Rather than a guaranteed core and RAM as with N1/N2, resources for the underlying host can be dynamically balanced through live migrations, which GCP has already been using for years. Cool solution, and should work to save money for most workloads.
It’s a lot easier and safer to scale hosts horizontally than vertically. You can predict the limits and behavior of each host, the VMs/processes on each host don’t need to deal with fundamental resources changing, etc. For services I own that are high availability, require GC tuning, etc., these hosts with dynamic resource adjustments (also T2/T3 in AWS) are a nightmare because the behavior can change at runtime under load, exactly when I want it to behave predictably.
Oh definitely there are valid use cases for these, was just sharing my experience with them for my use cases.
We moved off of T2’s and back to C’s because of the unpredictable behavior under load. IIUC, T3s by default just bill you more instead of CPU throttling, which is a bit better for our use cases, but we haven’t tried them yet.
T3 look cheaper and better than E2 then, my only problem is region placement where Iowa and Taiwan are more central than anything AWS offers (still no central US region!?).
I'm in the MMO business, so very specific requirements.
T3 is pretty different (even in unlimited mode) than E2. As an example, t3.xlarge (4 vCPU, 16 GB, $.167/hr, so $.042/hr/vCPU roughly) only has a baseline performance of 40% (so 1.6 vCPU). If you cross that threshold in unlimited mode you pay an additional $.05/vCPU/hr (so more than doubling your cost). By comparison an e2-standard-4 is $.134/hour even if you run it flat out.
We take on the statistical multiplexing over the datacenter and move VMs around, instead of pushing it to you as an economic or performance-throttling risk when you need it most. If you want a burstable type, we do have an e2-{micro, small, medium} that only guarantees you 12.5%, 25% and 50% of your 2 guest-visible vCPUs. But that's more fit for dev workstations and so on.
Sorry if I was unclear. In unlimited mode, if you sustain greater than your baseline percentage, you pay for it (the key point of the sentence you’re quoting is that we take on the risk). One reason for this happens to be because AWS doesn’t do migration (yet?), but instead does an awesome job of doing in-place upgrades (see their talks on Nitro, for example).
We have many tools in our toolbox at our disposal: non-disruptive in-service updates moves live migration from a "must have to operate compute cloud service at all" to "helpful in some scenarios when the workload and/or situation warrants the impact to performance during precopy / potential post-copy phases."
But I would not assume that EC2 does not have that particular tool in the "fully production, and used" toolbox.
I have my doubts, in the past I've received decom-notifications that EC2 was going to be shutting down my instances in the near future due to underlying hardware failure (very helpful, since I was in the middle of triaging why the instance was behaving strangely).

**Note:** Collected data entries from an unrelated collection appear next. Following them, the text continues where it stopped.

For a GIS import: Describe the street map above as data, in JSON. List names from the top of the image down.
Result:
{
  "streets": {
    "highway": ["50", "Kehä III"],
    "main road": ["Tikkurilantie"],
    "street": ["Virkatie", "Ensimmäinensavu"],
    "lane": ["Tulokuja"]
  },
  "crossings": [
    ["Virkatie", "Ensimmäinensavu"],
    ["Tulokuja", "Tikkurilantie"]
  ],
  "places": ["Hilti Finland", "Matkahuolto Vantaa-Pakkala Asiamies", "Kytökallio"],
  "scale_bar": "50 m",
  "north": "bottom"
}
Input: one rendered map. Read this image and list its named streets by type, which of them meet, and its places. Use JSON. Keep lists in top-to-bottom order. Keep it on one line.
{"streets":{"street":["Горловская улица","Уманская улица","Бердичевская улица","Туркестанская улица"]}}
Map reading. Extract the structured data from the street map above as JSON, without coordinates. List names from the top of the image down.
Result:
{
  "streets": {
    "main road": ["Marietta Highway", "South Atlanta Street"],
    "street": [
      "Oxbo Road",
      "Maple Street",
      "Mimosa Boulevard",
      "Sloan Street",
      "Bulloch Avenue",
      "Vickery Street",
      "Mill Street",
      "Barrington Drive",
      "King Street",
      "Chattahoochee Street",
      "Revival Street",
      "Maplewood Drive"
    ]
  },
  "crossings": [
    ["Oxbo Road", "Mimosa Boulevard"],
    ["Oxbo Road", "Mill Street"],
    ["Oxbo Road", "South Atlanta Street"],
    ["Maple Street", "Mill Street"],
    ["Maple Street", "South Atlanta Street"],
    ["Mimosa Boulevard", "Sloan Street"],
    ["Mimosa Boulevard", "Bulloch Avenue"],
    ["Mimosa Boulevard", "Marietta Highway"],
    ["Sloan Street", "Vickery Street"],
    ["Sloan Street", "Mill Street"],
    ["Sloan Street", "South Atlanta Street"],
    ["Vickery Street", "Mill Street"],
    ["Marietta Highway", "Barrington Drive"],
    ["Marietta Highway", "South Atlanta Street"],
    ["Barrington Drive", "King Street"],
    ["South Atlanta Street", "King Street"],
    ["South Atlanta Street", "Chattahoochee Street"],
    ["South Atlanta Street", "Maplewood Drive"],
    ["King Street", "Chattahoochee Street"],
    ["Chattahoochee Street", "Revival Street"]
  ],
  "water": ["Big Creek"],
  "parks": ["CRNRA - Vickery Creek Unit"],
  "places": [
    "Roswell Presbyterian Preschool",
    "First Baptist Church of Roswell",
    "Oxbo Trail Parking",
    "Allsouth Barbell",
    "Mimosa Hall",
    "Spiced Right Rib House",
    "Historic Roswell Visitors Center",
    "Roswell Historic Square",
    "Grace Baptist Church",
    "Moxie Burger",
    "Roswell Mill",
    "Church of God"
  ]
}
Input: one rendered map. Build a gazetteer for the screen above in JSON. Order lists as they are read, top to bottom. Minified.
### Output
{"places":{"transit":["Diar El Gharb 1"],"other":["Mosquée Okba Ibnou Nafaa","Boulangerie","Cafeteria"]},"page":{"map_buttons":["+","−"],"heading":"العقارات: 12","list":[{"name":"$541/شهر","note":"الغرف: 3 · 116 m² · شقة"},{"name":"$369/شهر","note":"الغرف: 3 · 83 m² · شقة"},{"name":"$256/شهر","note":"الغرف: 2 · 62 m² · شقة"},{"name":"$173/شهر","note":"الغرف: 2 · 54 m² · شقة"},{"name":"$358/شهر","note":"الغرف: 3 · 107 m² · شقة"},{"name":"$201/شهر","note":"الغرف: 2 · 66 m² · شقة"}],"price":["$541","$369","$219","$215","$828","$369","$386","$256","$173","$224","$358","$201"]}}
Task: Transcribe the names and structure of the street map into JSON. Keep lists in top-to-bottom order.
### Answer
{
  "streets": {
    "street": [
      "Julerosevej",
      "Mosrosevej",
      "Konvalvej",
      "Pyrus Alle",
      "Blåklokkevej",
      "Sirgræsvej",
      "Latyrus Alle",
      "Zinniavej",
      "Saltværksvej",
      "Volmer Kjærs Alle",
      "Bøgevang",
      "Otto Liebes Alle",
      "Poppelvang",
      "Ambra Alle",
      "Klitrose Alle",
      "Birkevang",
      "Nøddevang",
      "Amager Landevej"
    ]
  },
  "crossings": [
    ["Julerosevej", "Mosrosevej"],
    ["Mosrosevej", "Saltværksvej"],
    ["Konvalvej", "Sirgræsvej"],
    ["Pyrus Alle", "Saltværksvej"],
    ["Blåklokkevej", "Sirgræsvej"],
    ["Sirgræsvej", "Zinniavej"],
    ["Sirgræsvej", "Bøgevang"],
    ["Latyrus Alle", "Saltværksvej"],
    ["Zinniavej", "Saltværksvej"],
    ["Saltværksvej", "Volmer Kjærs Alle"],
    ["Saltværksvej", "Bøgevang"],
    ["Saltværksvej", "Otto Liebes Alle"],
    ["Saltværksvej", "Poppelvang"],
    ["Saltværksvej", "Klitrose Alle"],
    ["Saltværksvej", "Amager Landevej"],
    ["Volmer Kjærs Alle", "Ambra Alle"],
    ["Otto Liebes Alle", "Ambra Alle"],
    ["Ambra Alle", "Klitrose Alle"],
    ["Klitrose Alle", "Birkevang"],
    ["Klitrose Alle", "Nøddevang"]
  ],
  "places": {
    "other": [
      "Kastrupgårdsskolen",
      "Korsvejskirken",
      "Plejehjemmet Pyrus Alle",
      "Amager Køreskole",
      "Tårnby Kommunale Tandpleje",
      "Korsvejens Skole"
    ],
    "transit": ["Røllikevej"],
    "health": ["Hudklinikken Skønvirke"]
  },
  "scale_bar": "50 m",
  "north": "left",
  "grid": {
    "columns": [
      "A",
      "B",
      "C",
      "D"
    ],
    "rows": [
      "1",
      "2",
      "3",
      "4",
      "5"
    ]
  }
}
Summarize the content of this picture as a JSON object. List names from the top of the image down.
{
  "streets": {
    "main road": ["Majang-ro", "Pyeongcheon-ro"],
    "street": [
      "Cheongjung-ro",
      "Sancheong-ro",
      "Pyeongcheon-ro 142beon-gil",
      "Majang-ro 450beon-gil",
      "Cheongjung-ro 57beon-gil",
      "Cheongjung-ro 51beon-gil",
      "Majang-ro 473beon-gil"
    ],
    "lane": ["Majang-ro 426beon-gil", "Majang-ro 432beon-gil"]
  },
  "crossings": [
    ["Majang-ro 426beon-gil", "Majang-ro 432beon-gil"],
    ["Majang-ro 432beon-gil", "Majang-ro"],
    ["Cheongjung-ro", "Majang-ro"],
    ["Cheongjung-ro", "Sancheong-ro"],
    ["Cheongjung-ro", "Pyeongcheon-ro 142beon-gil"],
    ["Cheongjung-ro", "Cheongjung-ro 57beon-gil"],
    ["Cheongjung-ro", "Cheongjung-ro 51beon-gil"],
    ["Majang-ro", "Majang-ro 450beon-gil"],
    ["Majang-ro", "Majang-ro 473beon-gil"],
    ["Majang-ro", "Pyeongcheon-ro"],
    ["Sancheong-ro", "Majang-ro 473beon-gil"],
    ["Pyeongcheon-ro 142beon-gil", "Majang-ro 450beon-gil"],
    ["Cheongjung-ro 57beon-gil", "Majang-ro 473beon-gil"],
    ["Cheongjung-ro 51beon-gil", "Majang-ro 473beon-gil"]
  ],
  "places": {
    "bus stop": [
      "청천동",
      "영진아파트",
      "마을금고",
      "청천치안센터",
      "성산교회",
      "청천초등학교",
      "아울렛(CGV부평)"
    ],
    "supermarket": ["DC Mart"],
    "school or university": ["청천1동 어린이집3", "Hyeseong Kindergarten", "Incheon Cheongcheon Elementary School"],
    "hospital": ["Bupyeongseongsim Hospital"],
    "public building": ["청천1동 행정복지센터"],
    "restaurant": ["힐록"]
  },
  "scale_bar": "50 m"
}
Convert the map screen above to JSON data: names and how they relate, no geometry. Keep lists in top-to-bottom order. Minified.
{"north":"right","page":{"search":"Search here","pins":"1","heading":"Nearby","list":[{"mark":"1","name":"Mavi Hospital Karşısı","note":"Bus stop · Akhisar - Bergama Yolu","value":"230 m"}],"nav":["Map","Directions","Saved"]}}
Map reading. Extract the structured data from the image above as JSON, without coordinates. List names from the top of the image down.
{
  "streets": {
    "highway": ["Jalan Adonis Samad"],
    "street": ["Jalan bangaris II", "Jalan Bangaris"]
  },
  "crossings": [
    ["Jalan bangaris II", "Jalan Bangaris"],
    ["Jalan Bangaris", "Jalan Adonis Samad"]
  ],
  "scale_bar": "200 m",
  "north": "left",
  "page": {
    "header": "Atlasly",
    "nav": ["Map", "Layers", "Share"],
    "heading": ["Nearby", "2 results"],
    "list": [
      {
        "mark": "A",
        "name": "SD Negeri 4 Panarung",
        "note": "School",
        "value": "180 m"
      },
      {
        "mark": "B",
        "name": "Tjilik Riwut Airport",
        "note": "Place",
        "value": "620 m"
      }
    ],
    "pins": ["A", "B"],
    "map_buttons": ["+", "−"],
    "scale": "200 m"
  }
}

Seems like a poor customer experience to reap running instances if live migration is on the table.
T3 instances provide hyperthreadded vCPUs to EC2 instances, and the Nitro Hypervisor uses a core based scheduler (coscheduler) to ensure that cores are never shared between two EC2 instances.
Upstream Linux kernel changes that are based on some of the changes in the Nitro Hypervisor were posted to lkml in 2018: https://lwn.net/Articles/764482/
I hope to see the GCE team contributing more to the ongoing discussion on core based scheduling!
That doesn't really answer my question, if I have a t3-micro (which cores do not fill an entire physical core, so they are shared with others) am I guaranteed both of the cores for the instance are running on separate physical cores so that my two cores don't share one physical core?
This in order to allow for my server to continue operation if the steal rate of one core goes through the roof because some other instances running on my shared physical core are taking too many resources unexpectedly.
And how does Amazon explain still not having a central region in the US? I mean the multiplayer share of your revenues must be at least 10% by now?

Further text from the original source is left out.